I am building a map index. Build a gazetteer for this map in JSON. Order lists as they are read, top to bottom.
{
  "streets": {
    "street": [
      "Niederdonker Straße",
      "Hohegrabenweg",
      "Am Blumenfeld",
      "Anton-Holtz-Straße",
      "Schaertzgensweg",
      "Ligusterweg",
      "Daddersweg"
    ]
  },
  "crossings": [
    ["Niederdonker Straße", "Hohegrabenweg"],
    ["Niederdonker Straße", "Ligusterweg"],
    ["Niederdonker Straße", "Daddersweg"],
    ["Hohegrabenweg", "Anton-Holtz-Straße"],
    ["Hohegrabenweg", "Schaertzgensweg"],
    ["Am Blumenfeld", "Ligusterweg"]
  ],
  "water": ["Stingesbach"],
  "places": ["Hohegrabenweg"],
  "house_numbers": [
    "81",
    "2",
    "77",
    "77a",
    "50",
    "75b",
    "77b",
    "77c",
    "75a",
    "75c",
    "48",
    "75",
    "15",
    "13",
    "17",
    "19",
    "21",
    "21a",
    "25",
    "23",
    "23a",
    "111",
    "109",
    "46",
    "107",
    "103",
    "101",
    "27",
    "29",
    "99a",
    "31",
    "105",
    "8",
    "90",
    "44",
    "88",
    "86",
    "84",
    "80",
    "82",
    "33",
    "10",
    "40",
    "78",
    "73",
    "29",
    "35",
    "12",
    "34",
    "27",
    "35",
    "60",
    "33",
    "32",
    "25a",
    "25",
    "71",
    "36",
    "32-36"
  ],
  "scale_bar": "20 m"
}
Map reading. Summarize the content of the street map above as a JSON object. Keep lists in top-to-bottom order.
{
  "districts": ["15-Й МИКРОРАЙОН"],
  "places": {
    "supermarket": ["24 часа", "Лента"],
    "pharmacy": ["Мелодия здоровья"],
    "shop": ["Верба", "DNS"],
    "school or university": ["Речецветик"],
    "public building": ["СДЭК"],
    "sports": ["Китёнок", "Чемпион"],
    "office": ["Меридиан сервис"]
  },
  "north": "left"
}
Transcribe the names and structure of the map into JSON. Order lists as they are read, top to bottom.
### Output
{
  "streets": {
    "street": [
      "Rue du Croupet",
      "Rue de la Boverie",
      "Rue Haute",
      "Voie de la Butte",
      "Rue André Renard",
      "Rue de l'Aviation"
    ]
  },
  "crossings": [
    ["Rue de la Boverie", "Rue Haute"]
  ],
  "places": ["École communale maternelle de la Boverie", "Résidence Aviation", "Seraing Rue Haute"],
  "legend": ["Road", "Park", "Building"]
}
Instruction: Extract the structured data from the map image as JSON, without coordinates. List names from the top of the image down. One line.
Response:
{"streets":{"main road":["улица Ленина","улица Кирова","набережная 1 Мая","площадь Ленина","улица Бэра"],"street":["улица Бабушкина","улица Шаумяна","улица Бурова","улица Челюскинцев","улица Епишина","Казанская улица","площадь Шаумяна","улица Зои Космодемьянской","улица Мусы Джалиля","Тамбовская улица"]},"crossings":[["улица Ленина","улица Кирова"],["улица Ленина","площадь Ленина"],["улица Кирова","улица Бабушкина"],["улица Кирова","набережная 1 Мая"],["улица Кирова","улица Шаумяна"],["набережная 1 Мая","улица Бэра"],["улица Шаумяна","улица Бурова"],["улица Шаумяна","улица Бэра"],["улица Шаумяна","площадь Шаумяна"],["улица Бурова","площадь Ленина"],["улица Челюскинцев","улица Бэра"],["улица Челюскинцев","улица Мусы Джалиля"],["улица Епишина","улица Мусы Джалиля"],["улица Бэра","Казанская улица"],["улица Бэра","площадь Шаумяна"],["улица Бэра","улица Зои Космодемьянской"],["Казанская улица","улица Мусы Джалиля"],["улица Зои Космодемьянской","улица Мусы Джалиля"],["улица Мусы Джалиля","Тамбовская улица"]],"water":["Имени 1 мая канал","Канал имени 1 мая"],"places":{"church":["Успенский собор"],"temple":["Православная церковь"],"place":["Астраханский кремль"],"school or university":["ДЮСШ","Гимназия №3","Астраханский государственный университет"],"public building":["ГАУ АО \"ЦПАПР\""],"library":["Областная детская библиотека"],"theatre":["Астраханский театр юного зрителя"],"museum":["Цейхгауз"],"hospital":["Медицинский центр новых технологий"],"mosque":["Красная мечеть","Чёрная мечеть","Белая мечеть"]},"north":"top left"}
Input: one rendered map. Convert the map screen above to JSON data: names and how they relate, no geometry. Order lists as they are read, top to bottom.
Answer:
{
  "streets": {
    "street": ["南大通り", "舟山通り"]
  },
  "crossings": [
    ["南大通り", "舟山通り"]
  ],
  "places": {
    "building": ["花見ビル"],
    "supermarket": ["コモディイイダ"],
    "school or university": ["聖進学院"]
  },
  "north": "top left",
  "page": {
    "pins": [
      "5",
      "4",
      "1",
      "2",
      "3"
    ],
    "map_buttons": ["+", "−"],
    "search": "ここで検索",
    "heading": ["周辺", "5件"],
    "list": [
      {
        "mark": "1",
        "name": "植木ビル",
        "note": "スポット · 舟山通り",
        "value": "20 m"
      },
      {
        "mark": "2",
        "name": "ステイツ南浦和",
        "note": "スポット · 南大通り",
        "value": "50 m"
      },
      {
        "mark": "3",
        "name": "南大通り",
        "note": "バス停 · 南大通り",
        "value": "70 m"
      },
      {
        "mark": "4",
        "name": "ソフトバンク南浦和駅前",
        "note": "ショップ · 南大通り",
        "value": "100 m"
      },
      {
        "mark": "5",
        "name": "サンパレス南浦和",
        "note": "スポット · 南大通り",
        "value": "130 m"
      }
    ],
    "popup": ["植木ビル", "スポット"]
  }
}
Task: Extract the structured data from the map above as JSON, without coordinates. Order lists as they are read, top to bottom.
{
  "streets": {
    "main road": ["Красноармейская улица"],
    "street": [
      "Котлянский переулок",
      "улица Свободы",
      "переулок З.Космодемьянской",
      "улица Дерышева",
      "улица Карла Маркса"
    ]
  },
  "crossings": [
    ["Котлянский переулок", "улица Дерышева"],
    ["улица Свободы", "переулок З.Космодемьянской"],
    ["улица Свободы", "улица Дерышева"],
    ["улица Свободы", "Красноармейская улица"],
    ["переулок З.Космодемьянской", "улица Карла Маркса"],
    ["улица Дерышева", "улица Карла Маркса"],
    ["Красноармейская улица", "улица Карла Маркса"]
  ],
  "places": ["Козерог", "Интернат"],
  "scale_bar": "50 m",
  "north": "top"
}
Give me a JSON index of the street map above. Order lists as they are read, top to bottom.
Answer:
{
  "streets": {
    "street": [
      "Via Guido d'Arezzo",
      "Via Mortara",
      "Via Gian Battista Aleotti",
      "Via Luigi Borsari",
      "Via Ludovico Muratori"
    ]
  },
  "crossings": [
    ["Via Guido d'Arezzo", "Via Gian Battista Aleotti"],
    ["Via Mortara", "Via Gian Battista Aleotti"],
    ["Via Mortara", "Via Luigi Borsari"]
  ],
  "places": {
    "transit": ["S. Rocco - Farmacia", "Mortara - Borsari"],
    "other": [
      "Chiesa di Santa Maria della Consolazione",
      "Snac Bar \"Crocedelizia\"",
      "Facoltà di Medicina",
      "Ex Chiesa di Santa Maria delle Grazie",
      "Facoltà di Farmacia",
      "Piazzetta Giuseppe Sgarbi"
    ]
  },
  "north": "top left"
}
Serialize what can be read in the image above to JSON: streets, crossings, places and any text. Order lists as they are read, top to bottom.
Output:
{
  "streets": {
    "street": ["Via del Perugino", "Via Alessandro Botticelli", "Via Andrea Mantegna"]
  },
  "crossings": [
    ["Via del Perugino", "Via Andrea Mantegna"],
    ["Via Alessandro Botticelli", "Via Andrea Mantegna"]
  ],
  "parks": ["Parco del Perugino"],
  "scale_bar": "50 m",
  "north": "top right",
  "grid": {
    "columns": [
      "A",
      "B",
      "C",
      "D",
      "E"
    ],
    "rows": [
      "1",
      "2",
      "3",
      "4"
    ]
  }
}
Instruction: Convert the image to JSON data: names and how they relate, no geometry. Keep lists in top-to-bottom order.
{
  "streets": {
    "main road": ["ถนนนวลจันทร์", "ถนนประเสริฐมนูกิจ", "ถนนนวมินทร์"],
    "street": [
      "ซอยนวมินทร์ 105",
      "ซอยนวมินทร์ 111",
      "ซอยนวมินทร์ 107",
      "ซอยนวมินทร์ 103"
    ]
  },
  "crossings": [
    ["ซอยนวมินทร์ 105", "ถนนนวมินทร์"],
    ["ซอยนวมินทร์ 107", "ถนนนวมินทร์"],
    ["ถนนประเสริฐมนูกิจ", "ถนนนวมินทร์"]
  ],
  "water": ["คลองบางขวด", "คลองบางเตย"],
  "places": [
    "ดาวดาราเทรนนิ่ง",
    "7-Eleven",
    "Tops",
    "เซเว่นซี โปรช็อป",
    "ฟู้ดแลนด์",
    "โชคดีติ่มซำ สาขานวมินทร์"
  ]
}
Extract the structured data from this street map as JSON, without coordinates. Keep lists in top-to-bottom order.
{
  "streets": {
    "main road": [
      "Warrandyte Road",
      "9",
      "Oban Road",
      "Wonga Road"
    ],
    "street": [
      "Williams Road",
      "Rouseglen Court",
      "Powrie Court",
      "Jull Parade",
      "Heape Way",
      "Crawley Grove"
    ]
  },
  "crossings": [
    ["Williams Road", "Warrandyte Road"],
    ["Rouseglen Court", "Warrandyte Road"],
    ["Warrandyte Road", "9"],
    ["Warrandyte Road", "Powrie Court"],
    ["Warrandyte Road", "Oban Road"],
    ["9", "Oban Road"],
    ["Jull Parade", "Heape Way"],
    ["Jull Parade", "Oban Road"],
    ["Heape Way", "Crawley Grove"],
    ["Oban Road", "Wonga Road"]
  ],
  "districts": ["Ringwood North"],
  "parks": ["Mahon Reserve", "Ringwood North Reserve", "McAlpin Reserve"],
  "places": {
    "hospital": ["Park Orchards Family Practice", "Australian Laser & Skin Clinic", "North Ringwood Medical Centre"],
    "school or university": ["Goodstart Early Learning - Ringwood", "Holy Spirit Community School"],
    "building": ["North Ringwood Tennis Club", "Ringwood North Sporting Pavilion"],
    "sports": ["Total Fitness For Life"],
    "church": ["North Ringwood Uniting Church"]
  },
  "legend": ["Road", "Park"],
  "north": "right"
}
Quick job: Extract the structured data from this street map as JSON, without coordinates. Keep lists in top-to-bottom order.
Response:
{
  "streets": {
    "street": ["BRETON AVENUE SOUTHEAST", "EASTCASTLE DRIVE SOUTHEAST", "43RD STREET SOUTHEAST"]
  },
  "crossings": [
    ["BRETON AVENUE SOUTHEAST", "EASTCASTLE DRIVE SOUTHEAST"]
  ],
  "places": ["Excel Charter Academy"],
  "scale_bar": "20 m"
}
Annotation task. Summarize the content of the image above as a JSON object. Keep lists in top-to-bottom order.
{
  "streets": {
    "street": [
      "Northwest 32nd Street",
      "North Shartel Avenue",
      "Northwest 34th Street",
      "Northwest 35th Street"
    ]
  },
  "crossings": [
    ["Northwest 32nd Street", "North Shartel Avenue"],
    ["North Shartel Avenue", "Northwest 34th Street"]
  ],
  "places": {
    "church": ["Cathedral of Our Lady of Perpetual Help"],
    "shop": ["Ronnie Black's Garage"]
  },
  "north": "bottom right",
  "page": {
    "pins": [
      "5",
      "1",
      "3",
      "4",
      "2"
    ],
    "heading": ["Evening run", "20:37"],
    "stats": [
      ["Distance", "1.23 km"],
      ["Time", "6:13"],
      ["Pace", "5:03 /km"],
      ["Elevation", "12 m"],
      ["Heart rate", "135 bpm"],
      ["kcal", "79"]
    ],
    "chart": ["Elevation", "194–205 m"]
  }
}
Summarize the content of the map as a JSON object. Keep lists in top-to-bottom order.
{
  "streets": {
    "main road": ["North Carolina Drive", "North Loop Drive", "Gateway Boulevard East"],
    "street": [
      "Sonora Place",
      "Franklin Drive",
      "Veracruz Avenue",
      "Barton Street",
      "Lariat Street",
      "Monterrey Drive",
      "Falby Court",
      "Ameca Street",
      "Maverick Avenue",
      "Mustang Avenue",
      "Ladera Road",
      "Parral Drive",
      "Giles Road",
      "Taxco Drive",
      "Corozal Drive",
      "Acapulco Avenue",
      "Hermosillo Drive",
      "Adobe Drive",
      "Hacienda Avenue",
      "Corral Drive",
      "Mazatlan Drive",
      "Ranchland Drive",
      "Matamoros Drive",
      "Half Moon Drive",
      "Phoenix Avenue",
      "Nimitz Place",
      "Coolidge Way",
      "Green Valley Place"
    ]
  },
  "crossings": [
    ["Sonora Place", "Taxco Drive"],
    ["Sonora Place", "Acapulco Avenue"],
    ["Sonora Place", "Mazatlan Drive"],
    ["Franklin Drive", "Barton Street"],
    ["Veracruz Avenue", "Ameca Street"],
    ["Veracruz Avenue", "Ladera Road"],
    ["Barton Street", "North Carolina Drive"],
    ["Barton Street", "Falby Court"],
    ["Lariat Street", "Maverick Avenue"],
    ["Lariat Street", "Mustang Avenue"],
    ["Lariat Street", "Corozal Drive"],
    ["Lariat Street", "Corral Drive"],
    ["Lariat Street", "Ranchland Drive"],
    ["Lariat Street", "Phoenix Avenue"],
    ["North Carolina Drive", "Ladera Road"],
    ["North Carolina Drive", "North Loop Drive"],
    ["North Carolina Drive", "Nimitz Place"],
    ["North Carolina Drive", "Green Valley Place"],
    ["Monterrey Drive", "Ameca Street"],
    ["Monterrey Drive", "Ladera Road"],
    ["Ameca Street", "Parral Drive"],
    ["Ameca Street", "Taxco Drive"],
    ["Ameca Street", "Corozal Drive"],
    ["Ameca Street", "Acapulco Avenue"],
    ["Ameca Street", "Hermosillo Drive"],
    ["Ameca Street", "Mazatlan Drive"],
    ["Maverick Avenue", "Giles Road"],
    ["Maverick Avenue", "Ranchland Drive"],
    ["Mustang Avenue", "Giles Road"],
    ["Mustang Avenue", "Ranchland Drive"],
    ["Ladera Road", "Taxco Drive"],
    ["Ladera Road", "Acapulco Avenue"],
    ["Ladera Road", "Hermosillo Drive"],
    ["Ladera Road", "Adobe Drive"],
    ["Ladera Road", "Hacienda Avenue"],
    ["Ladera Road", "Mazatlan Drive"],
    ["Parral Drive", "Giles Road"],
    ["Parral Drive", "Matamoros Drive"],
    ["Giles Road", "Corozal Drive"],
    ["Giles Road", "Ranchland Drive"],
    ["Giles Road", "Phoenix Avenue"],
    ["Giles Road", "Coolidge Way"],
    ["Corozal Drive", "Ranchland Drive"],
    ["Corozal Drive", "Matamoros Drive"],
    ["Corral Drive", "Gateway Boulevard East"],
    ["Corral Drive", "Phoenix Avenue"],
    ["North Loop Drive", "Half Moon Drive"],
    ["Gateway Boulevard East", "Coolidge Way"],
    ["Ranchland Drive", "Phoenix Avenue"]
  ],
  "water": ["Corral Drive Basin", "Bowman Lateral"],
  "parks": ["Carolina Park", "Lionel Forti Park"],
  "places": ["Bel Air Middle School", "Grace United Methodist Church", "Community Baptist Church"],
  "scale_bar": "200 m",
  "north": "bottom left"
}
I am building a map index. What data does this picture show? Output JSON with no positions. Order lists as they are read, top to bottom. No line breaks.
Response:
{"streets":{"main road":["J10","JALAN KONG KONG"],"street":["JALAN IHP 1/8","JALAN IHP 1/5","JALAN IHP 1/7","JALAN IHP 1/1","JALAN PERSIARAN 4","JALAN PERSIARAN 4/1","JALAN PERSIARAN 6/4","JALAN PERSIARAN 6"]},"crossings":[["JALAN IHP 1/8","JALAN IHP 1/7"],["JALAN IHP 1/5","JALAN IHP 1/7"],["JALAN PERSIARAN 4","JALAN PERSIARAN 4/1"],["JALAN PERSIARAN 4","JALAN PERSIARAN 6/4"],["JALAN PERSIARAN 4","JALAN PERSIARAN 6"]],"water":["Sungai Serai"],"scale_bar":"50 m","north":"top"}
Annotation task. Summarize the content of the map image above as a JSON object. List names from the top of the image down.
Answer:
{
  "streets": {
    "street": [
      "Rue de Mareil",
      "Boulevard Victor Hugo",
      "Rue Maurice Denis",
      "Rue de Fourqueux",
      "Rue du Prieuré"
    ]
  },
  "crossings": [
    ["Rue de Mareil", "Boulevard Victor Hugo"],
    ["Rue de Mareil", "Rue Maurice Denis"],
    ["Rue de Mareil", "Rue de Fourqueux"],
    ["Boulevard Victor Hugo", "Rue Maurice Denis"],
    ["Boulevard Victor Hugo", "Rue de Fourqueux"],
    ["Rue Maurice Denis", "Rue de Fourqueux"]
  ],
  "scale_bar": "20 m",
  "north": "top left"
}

......

§ WORK INSTRUCTION
Looking through the records, copy out every line in which the word "coordinates" is found.

§ THE ANSWER
Instruction: Extract the structured data from the map image as JSON, without coordinates. List names from the top of the image down. One line.
Task: Extract the structured data from the map above as JSON, without coordinates. Order lists as they are read, top to bottom.
Extract the structured data from this street map as JSON, without coordinates. Keep lists in top-to-bottom order.
Quick job: Extract the structured data from this street map as JSON, without coordinates. Keep lists in top-to-bottom order.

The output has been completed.